Ponte de tabuleiro em cavalete, com cerca de 27,81 de comprimento, com paramentos em aparelho irregular, assente em dois arcos de volta perfeita, de tamanho bastante desigual, com aduelas estreitas e compridas, algumas sigladas. A montante, entre os dois arcos, possui talha-mar prismático, alto. Tabuleiro inclinado formado por lajes que avançam da estrutura da ponte, sobretudo sobre ambos os arcos, não apresentando guardas laterais.
Materiais
Estrutura em silhares graníticos.
Observações
*1 - A cidade de Chaves constituía um importante nó de comunicações durante a época romana.
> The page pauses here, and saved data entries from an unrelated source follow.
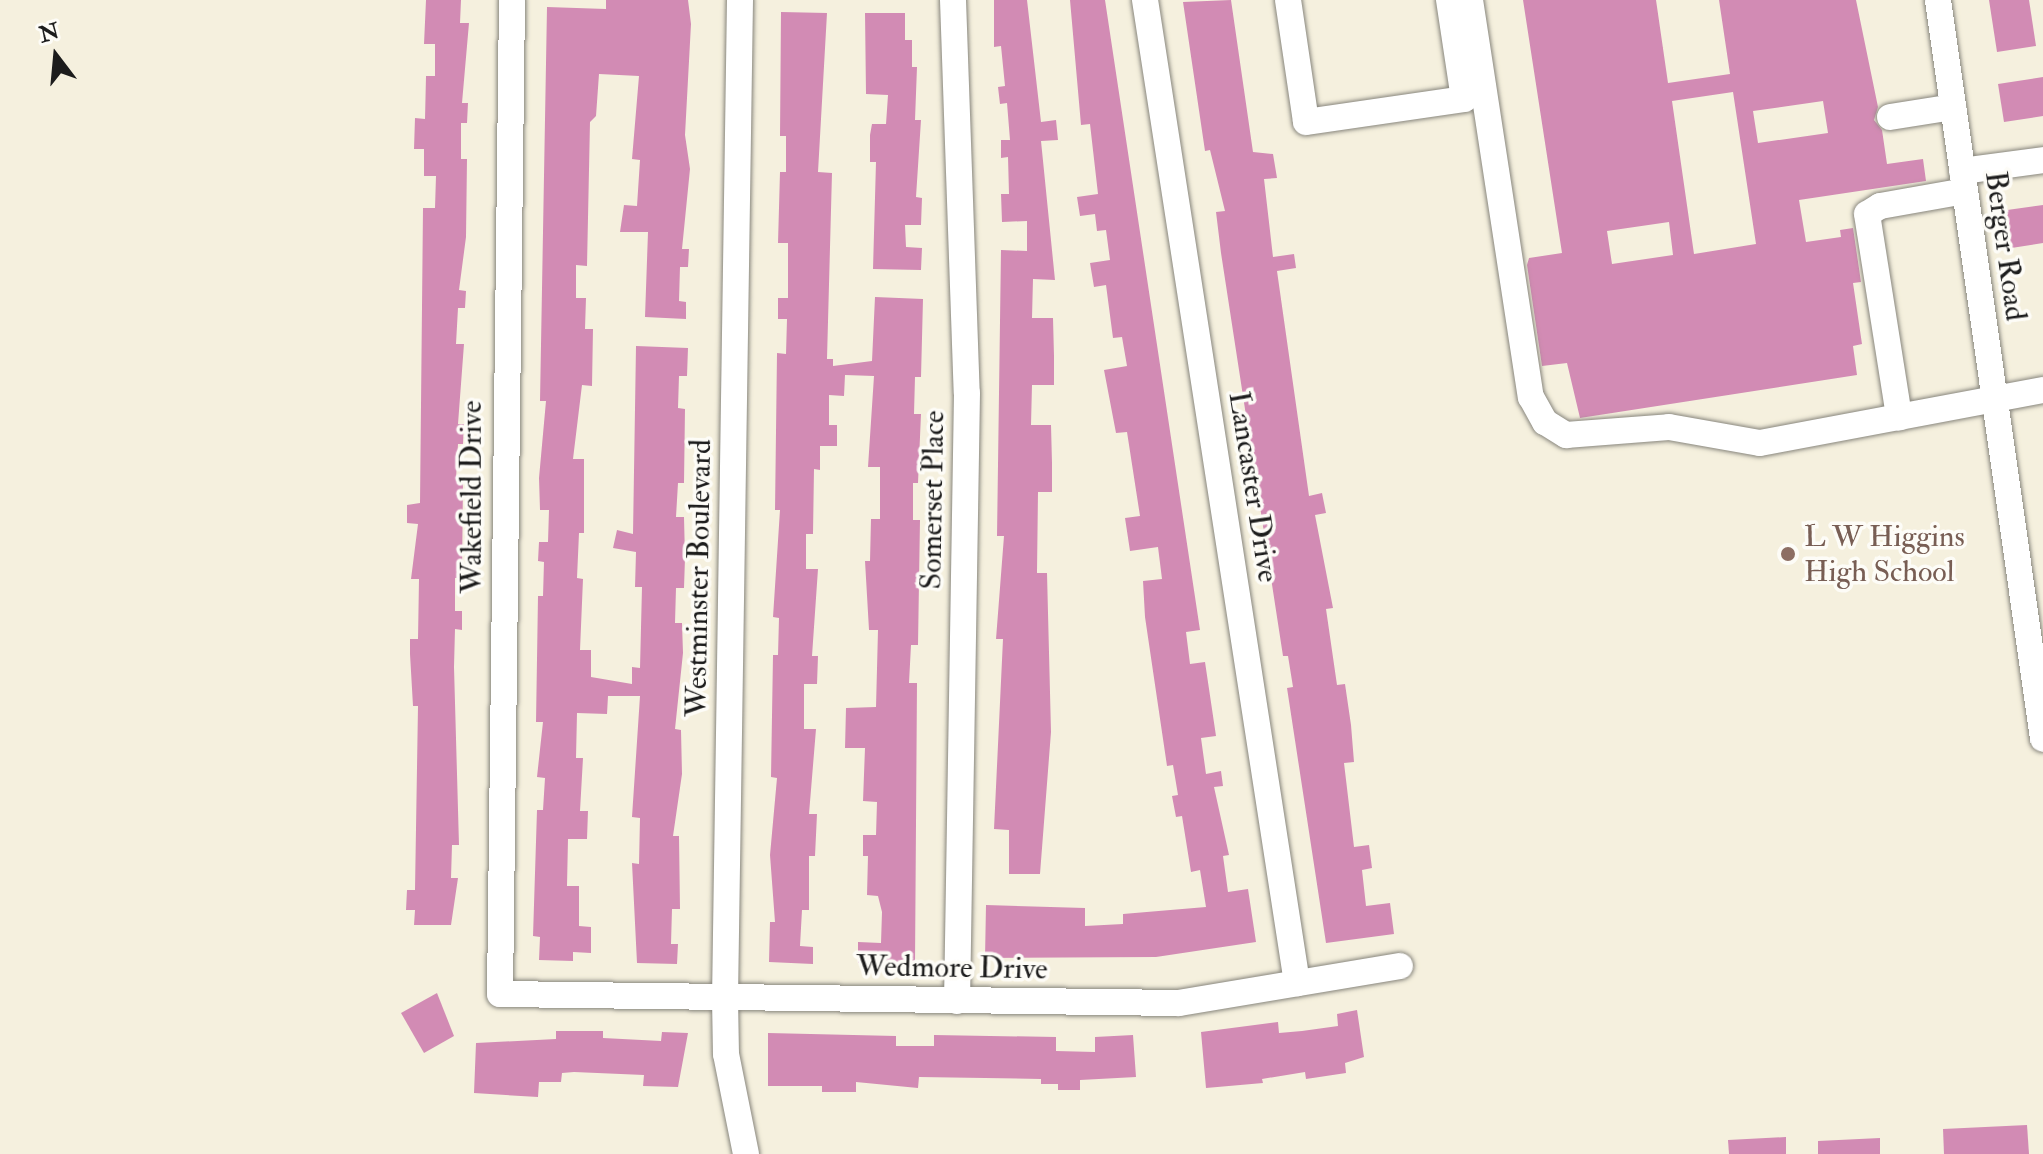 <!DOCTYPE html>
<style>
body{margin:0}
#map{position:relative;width:2043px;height:1154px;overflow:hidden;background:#f5f0de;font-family:"IM FELL Double Pica",serif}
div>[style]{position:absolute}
.building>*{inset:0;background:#d28bb4}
.roads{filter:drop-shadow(0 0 2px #88867d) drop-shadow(0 0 2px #88867d)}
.minor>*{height:26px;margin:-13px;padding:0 13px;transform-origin:13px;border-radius:13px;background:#fff}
.dots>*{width:22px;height:22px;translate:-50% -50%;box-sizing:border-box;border:4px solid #fdfcf7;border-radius:50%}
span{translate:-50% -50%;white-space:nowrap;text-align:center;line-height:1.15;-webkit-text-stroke:7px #fdfcf7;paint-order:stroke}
.street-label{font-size:30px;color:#1c1c1c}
.education-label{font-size:30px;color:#785e54}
.left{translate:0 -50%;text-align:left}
.north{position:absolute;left:16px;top:16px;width:80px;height:80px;-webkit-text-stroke:6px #fdfcf7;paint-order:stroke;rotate:344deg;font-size:22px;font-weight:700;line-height:32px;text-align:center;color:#1c1c1c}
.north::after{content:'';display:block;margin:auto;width:28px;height:36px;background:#1c1c1c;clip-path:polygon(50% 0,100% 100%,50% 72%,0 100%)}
</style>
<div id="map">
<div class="building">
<div style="clip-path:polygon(426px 0,461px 0,460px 23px,469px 23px,462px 103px,468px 103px,467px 123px,461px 123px,461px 159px,467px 159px,466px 237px,459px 290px,466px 291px,465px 308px,458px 308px,456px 344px,464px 344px,458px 424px,464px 424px,463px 444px,458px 444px,456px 479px,463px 479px,462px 578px,455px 578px,455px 611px,462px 611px,462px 630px,455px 629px,454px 667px,459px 845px,452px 845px,451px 878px,458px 878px,451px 925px,414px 925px,415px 910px,406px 910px,407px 890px,415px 890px,418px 706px,413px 706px,410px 654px,410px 639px,418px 639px,419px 579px,411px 579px,418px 524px,407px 523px,407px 505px,420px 503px,423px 208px,435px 208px,436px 176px,424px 176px,424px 149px,414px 149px,415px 118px,425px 119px,426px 76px,435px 76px,435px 44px,424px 44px)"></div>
<div style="clip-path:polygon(606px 0,688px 0,691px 24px,685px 135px,690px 169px,682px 249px,689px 249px,688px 267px,680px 267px,679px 301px,686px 302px,686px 319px,645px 317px,648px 232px,620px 232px,624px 205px,637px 206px,640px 160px,632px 159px,639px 76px,599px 74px,596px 116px,590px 122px,587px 266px,576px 265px,576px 298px,586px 298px,585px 329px,593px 329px,592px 386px,582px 385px,573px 459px,584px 459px,584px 533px,579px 533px,577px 578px,583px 579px,580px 650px,591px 650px,591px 677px,632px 684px,632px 667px,640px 668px,642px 587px,635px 587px,636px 552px,613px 548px,617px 530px,633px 534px,636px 346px,688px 348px,687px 376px,679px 376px,678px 408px,685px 409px,684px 483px,678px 483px,676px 517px,684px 517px,685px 558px,684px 588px,676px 588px,675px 623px,682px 623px,683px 653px,675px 729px,681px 730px,682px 774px,673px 836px,679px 836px,680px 909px,672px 909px,671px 944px,678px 944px,677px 964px,637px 963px,632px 863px,639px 864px,640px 818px,632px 817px,640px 696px,608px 696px,607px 714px,577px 713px,576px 758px,583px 758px,580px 811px,588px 811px,587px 839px,568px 839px,567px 886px,579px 886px,579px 926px,591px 927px,591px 953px,573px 952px,573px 961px,539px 960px,540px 937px,533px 936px,537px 810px,543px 810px,545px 778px,537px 777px,543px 722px,536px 722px,538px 596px,543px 596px,544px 562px,538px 561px,539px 542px,548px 542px,549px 510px,540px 510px,539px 478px,546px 401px,540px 401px,547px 7px,606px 9px)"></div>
<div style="clip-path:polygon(994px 0,1027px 0,1041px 122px,1056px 120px,1058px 140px,1041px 141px,1055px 280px,1033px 279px,1032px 318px,1053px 318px,1054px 356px,1054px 385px,1032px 385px,1031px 425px,1051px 425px,1052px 463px,1052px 492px,1038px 492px,1037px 573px,1047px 573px,1051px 732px,1040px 874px,1009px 874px,1009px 830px,994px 829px,1003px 639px,996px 639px,1004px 536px,997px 536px,1001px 250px,1027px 251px,1027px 221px,1002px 222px,1001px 194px,1009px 194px,1008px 157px,1001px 158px,1001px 140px,1010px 140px,1007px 103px,1000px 104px,998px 87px,1005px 86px,1001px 46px,994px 47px)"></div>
<div style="clip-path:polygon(1070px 0,1105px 0,1200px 630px,1186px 632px,1190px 664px,1205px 662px,1216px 736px,1201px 738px,1206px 774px,1221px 771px,1223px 786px,1214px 787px,1229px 855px,1223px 856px,1228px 892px,1248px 889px,1256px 942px,1156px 957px,985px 958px,986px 905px,1085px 908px,1085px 926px,1123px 924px,1123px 914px,1206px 907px,1200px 870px,1191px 872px,1182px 816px,1176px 817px,1172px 796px,1178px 795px,1173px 765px,1167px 766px,1145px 617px,1143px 581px,1162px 579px,1158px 547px,1130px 551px,1125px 518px,1140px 516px,1127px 432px,1116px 433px,1104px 370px,1127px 366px,1122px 337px,1113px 338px,1106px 285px,1094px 287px,1090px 263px,1110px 260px,1106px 230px,1097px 231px,1095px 214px,1080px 216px,1077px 197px,1098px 194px,1090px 124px,1081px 125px)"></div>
<div style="clip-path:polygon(1231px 0,1253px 152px,1273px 154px,1277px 178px,1264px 179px,1273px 257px,1294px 254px,1296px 268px,1277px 271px,1309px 496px,1322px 493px,1326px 513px,1315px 515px,1333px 608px,1326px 609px,1337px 685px,1345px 684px,1351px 725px,1354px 762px,1344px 763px,1354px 847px,1369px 845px,1372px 868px,1362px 870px,1366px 906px,1390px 903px,1394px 934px,1326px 943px,1287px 688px,1293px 687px,1288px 656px,1283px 656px,1221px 253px,1216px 212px,1225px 211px,1210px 150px,1205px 151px,1183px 2px)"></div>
<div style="clip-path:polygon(evenodd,1523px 0,1656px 0,1668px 83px,1730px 74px,1719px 0,1856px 0,1878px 107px,1874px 120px,1882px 130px,1887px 164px,1923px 159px,1926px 181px,1799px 200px,1806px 242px,1841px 237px,1840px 230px,1853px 228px,1861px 282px,1853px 283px,1862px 344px,1853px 346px,1857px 375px,1580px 418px,1567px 363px,1542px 366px,1527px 265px,1529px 258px,1562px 253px,1523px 0,1733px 92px,1756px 244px,1694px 254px,1672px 101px,1733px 92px,1523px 0,1823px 101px,1828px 133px,1758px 143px,1753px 111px,1823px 101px,1523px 0,1669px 222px,1673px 255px,1612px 264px,1607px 231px,1669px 222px)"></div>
<div style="clip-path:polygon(1989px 0,2029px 0,2036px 46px,1997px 52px)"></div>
<div style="clip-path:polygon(781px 12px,827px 13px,818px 172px,832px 173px,827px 359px,833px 359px,833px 366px,872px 361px,875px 297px,923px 299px,921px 377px,915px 377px,914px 414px,921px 414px,918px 483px,913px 483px,913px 520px,920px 520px,918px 645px,911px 645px,909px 683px,917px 683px,915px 964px,858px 963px,858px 942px,881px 943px,882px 912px,878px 896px,867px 895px,868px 856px,863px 856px,863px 835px,876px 835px,877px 802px,863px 801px,865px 748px,845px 748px,846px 708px,876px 707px,878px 630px,869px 630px,865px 561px,870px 561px,871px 519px,880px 519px,880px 467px,868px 467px,874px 376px,845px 375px,844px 396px,829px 395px,829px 425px,837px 425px,837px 446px,820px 446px,820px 470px,814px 469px,813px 534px,806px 534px,806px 569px,818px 569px,812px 656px,818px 656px,817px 684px,804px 684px,804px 729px,816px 729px,809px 814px,817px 814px,815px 856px,809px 856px,809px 910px,802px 910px,800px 946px,813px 947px,813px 964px,769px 962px,770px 922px,775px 922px,770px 855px,777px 778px,771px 777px,773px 655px,778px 655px,779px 618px,773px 617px,780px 510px,775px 510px,777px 353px,786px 354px,787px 319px,778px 319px,778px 298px,788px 298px,788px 243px,778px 243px,780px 172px,786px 172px,786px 136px,780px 136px)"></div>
<div style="clip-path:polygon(865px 13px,905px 13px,905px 40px,912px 40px,912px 67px,917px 67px,915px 120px,921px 120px,916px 197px,922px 198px,921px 225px,905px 225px,906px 247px,922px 248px,921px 270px,873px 269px,876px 162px,870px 162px,870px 135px,872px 124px,886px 124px,888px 95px,866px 94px)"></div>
<div style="clip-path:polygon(2043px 77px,2043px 116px,2004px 122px,1998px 84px)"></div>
<div style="clip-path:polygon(2043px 205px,2043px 243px,2005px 249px,2000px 211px)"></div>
<div style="clip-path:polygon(437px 993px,454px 1036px,424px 1053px,401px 1013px)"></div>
<div style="clip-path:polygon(1357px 1010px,1364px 1057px,1345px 1063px,1346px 1073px,1306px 1079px,1305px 1072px,1262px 1079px,1263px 1083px,1206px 1088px,1201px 1032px,1278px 1022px,1279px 1033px,1302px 1031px,1338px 1026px,1337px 1014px)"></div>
<div style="clip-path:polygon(556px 1031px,603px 1031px,603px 1038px,661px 1041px,662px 1032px,688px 1033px,678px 1087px,643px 1086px,644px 1075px,574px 1072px,562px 1073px,561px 1082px,539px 1082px,538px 1097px,474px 1093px,476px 1043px,556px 1039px)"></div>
<div style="clip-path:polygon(768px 1033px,896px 1036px,896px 1046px,934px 1046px,934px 1035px,1056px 1037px,1056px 1051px,1095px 1052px,1095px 1037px,1133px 1035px,1136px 1077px,1080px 1080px,1080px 1090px,1058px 1090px,1058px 1084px,1041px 1084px,1041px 1079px,919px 1077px,918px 1088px,856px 1082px,856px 1092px,822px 1092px,822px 1086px,768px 1086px)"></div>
<div style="clip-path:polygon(2027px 1125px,2029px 1154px,1944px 1154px,1943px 1129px)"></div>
<div style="clip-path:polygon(1786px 1137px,1786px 1154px,1729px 1154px,1728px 1140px)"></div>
<div style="clip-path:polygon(1880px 1138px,1880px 1154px,1818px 1154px,1818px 1141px)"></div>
</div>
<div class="roads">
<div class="minor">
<div style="left:512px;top:0;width:994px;rotate:90.69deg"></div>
<div style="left:500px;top:994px;width:679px;rotate:0.76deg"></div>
<div style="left:1179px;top:1003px;width:224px;rotate:-9.5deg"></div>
<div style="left:740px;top:0;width:998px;rotate:90.86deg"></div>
<div style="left:725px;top:998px;width:56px;rotate:89deg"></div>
<div style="left:726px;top:1054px;width:102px;rotate:78.7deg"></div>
<div style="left:953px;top:0;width:393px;rotate:88deg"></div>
<div style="left:967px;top:393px;width:608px;rotate:90.94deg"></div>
<div style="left:1145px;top:0;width:995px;rotate:81.21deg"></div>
<div style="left:1288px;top:0;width:123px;rotate:81.6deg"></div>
<div style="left:1306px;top:122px;width:160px;rotate:-8.3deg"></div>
<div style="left:1464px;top:99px;width:100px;rotate:-98.6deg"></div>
<div style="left:1470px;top:0;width:402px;rotate:81.3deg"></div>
<div style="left:1531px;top:397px;width:29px;rotate:61deg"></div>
<div style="left:1545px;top:422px;width:25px;rotate:32deg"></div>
<div style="left:1566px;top:435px;width:103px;rotate:-4.4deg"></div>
<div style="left:1669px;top:427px;width:92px;rotate:10deg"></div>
<div style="left:1760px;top:443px;width:141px;rotate:-10.6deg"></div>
<div style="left:1938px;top:0;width:746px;rotate:81.91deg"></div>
<div style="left:1890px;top:117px;width:64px;rotate:-9deg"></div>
<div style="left:1962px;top:171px;width:82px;rotate:-7.7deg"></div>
<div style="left:1965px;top:191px;width:86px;rotate:170deg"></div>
<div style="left:1880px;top:206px;width:15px;rotate:148deg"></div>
<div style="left:1867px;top:214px;width:206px;rotate:81deg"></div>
<div style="left:1899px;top:417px;width:147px;rotate:-10.6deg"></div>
</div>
</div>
<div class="dots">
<div style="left:1788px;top:554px;background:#8d6e63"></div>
</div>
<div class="street-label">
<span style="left:2005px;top:246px;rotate:82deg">Berger Road</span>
<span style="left:1253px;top:487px;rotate:81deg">Lancaster Drive</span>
<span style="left:472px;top:497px;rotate:-90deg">Wakefield Drive</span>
<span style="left:933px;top:500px;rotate:-89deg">Somerset Place</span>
<span style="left:699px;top:578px;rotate:-89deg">Westminster Boulevard</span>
<span style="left:952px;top:968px;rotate:1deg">Wedmore Drive</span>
</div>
<div class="education-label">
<span class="left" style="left:1804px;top:554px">L W Higgins<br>High School</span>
</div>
<div class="north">N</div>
</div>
Segundo Antonio Rodríguez Colmenero, a principal via era a chamada XVII do Itinerário de Antonino, que, pelo menos, entre Praesidium e Aquae Flaviae, e entre esta e Compleutica, discorria por dois ramais diferentes, que se cruzavam na cidade, criando quatro entradas ou saídas. Uma das mais conhecidas procedia de Ardãos, Seara Velha, Soutelo e Valdanta entrava na cidade, por uma ponte anterior à existente sobre o Ribelas, provável "decamanus maximus" da cidade, percorrendo a Rua Figueiredo Fernandes para E., e cruzando o Tâmega pela ponte, para seguir em direcção a São Lourenço. O ramal S. procedia de Boticas e Pastoria e cruzava o Ribelas pela ponte actual de dois arcos, penetrando na cidade pelo "cardo maximus" prosseguiria o mesmo decurso dentro da área urbana e sairia dela em direcção a Reboretum, depois de cruzar o Tâmega, mais ou menos pela Galinheira, antes da construção da ponte de Trajano.